Learning about messaging security products
In Austin, Texas, at the Texas Education Agency, which oversees many of the K-12 educational processes such as curriculum development and textbook adoption, the IT department is researching messaging security products. The agency encrypts its Exchange Server but also wants to encrypt messages from external users that don't have their own encryption, said Wendy Nather, an information security officer in the agency's information systems group.
The desire to add encryption tools reflects the concerns of many IT departments, based on a recent survey conducted by SearchWinIT.com of more than 800 IT managers. The study indicates that 53% of those surveyed had concerns about the effect of mobile devices on network security, and 56% were concerned about securing corporate intellectual property when mobile devices like laptops are used.
While it's crucial for IT managers to keep corporate intellectual property and other data safe, many managers are also concerned that employees are downloading consumer-type applications -- such as dashboard gadgets -- that can compromise corporate applications.
Cancel those customized computers, say apps admins
"We're looking down the road and trying to figure out what the department will use to lock down the network and reduce administrative rights," said Vivienne Flores, an IT developer with Freightliner LLC, a truck manufacturer in Portland, Ore.
Locking down the network is necessary because many employees download all sorts of personal programs to customize their work computer, such as Google Gadgets, the free dashboard information programs with news or sports scores that run on a desktop, she said.
These non-work-related programs can cause problems when IT managers need to update or add applications, essentially breaking the work-related application.

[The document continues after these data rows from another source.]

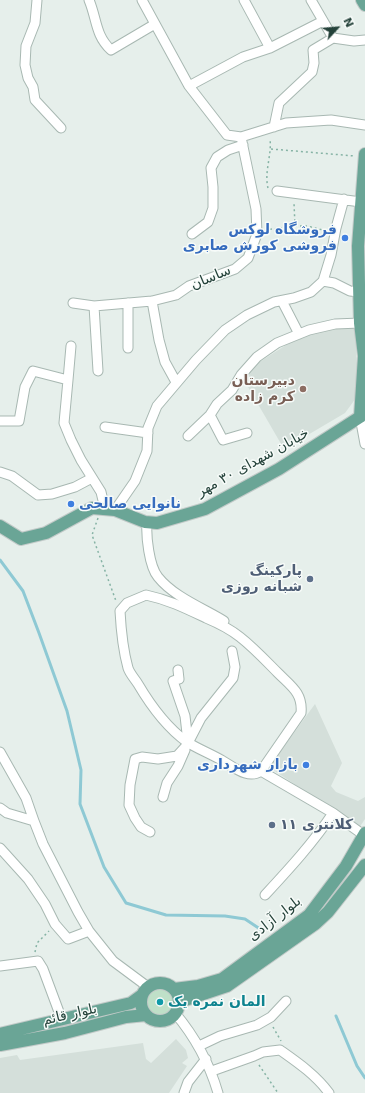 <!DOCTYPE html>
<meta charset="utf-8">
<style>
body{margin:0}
#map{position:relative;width:365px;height:1093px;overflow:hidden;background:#e6efeb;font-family:"DejaVu Sans",sans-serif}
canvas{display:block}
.north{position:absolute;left:317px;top:8px;width:40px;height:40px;-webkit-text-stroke:3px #f7fbf9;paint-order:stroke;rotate:64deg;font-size:11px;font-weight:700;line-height:16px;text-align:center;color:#24423a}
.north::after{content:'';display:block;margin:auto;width:14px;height:18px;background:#24423a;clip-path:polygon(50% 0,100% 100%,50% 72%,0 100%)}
</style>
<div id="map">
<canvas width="365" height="1093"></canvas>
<div class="north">N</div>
</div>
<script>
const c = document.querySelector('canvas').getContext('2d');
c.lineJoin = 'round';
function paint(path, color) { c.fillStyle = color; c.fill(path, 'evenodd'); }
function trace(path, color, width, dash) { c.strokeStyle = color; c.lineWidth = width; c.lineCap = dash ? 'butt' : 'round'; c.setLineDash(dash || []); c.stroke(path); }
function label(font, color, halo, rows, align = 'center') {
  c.font = font + ' "DejaVu Sans",Vazirmatn,sans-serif'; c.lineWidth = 3; c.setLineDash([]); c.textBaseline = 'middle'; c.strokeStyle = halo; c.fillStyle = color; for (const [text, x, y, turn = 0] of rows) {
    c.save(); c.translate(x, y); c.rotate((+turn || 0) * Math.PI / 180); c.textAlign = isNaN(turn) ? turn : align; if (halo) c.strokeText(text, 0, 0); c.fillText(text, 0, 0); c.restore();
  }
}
paint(new Path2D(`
 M355,327L357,367L356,398L345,413L284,449L244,380L250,368L294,340L321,329Z
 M315,704L342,763L331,786L336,792L358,801L365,797V819L359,828L269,767Z
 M176,1039L186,1050L188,1058L182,1063L187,1066L169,1093H0V1058L17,1055L20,1060L143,1043L146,1059L151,1063Z`), '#d4dfda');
paint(new Path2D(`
 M144 1002a15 15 0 1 1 30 0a15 15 0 1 1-30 0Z`), '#bfe0c8');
trace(new Path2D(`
 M0,560L23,591L39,633L67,711L81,770L80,804L104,867L126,903L166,915L225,916L245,919L260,929
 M336,1016L357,1066L365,1078`), '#8ec9d4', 3);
const minor = new Path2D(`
 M37,0L35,23L26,46L25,65L28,78L33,87L35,100L61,128
 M89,0C97,19 95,35 111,50L155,24
 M142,0L189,86L227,135L241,137L286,123L331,120L365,125
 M333,38L354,41L365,40
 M270,48L323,21
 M189,86L243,57L270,48L244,0
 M274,127L279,103L312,72L314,63L313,50L333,38L311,0
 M277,191L361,202
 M192,234L208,222L213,208V187L211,168L217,157L228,150L243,145
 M323,281L334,283L350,291L359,292
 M152,301L159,340L165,362L176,382
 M282,301L299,334
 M73,303L94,306L152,301L176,295L189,286L235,269L248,258L257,234L256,209L241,137
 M94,306L98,371
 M128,348V303
 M68,380L71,346
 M360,417L365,444
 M0,421H19L25,387L33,371L68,380L64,423L71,440L81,460L101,492L105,509
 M105,427L148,433
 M247,433L223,440L210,415L217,404L232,390L241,375L257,357L277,343L309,330L335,324L360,323
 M188,436L210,415
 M0,472L12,476L38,495L52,494L75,487L92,478
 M115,510L135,481L147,451L148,428L157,406L196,360L225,330L247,315L274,302L294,298L311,292L323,281L331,255L336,228L344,199
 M147,523C146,536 149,566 158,577C174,597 203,608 224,621
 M146,595C169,600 185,608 206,618C218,623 230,629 240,637C254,648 266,661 278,673C291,686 303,693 301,713L261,771C248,780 234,767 223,761C211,754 198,749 187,742C166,727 151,706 138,684C135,679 130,674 128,668C123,650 121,630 120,611L127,603Z
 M178,670L179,679L173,681L185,716L188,742
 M0,752L26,798L34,821
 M261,771L333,813L365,836
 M163,797L167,783L178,766L185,750
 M0,808L7,813L34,821L43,844L78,912L89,931L113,961L148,987
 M150,832L141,827L135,818L129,805L130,785L135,759L142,757L158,759L177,756L187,745L201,718L233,678L235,667L232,651
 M0,848L28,879L45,904L55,924L68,939L89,931
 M265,895C289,869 313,843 333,813
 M0,966L38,961L43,969L62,1020
 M175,1013C196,1038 209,1062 218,1093
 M199,1046L220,1036L257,1025L271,1017L286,1001
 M212,1071L254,1056L263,1052L280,1050C297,1062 316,1075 329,1093
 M184,1093L188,1082L206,1059`);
const major = new Path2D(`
 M362,0L365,5
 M0,526L21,539L46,533L92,508L115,510L145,522L157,523L205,509L279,469L360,417L364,356L360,323L358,246L365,154
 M141 1002a19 19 0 1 1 38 0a19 19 0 1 1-38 0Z
 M174,989L198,986L222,979L309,915L346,866L365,833
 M179,1002L227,986L315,924L328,912L365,865
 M0,1034L131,1003L142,995
 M0,1045L65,1033L126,1017L146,1015`);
trace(minor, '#a8b8b2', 11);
trace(major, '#c2cac8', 14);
trace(new Path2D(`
 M271,149L355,156
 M268,188C264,172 272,155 270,139
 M295,226H307L327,231
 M265,230L295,226L294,203
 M98,518L92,535L116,601
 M35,952L37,943L49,931
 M273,1027L281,1041
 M259,1065L278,1093`), '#86b3a5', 1.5, [2, 3]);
trace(minor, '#fff', 9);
trace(major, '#6aa596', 12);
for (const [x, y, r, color] of [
 [345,238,4,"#3f7fe0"],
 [303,389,4,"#8d6e63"],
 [71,504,4,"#3f7fe0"],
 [310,579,4,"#5c6f8a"],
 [306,765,4,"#3f7fe0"],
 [272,825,4,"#5c6f8a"],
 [160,1002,4,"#0f9aa8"]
]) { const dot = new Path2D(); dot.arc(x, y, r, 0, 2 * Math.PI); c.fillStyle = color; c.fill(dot); trace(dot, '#f7fbf9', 1.5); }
label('bold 14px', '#366cbe', '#f7fbf9', [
 ["فروشگاه لوکس",337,230],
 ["فروشی کورش صابری",337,246],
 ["نانوایی صالحی",79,504,"left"],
 ["بازار شهرداری",298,765]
], 'right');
label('14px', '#24423a', '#f7fbf9', [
 ["ساسان",211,278,-23],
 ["خیابان شهدای ۳۰ مهر",253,463,-29],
 ["بلوار آزادی",275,919,-38],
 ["بلوار قائم",70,1015,-13]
]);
label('bold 14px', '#785e54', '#f7fbf9', [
 ["دبیرستان",295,381],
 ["کرم زاده",295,397]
], 'right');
label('bold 14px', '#4e5e75', '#f7fbf9', [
 ["پارکینگ",302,571],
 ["شبانه روزی",302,587],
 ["کلانتری ۱۱",280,825,"left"]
], 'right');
label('bold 14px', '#0d838f', '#f7fbf9', [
 ["المان نمره یک",168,1002]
], 'left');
</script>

Flores said. Freightliner's IT shop has considered virtualizing some applications and also simply using Group Policy, which lets IT managers centrally control user privileges through Active Directory, to control personal downloads.
Many employees have had administrative rights since they began working at the company, she said, so scaling back these rights is a delicate balancing act. The company needs to have more control over what is on its network, but at the same time it doesn't want to demoralize employees who like to personalize their work machines, she said.
Other IT shops have explored new security options simply because vendor contracts have concluded, as is the case at the Sudbury Vocational Resource Centre, a job-training provider in Sudbury, Ontario.
"We're pretty satisfied with what we have. We have many layers, from a network gateway appliance to antivirus and anti-spyware software on the desktops," said Gerry Roy, technical adviser at the center. "But if I was offered a really good price for a package with everything, I'd have to consider it very closely."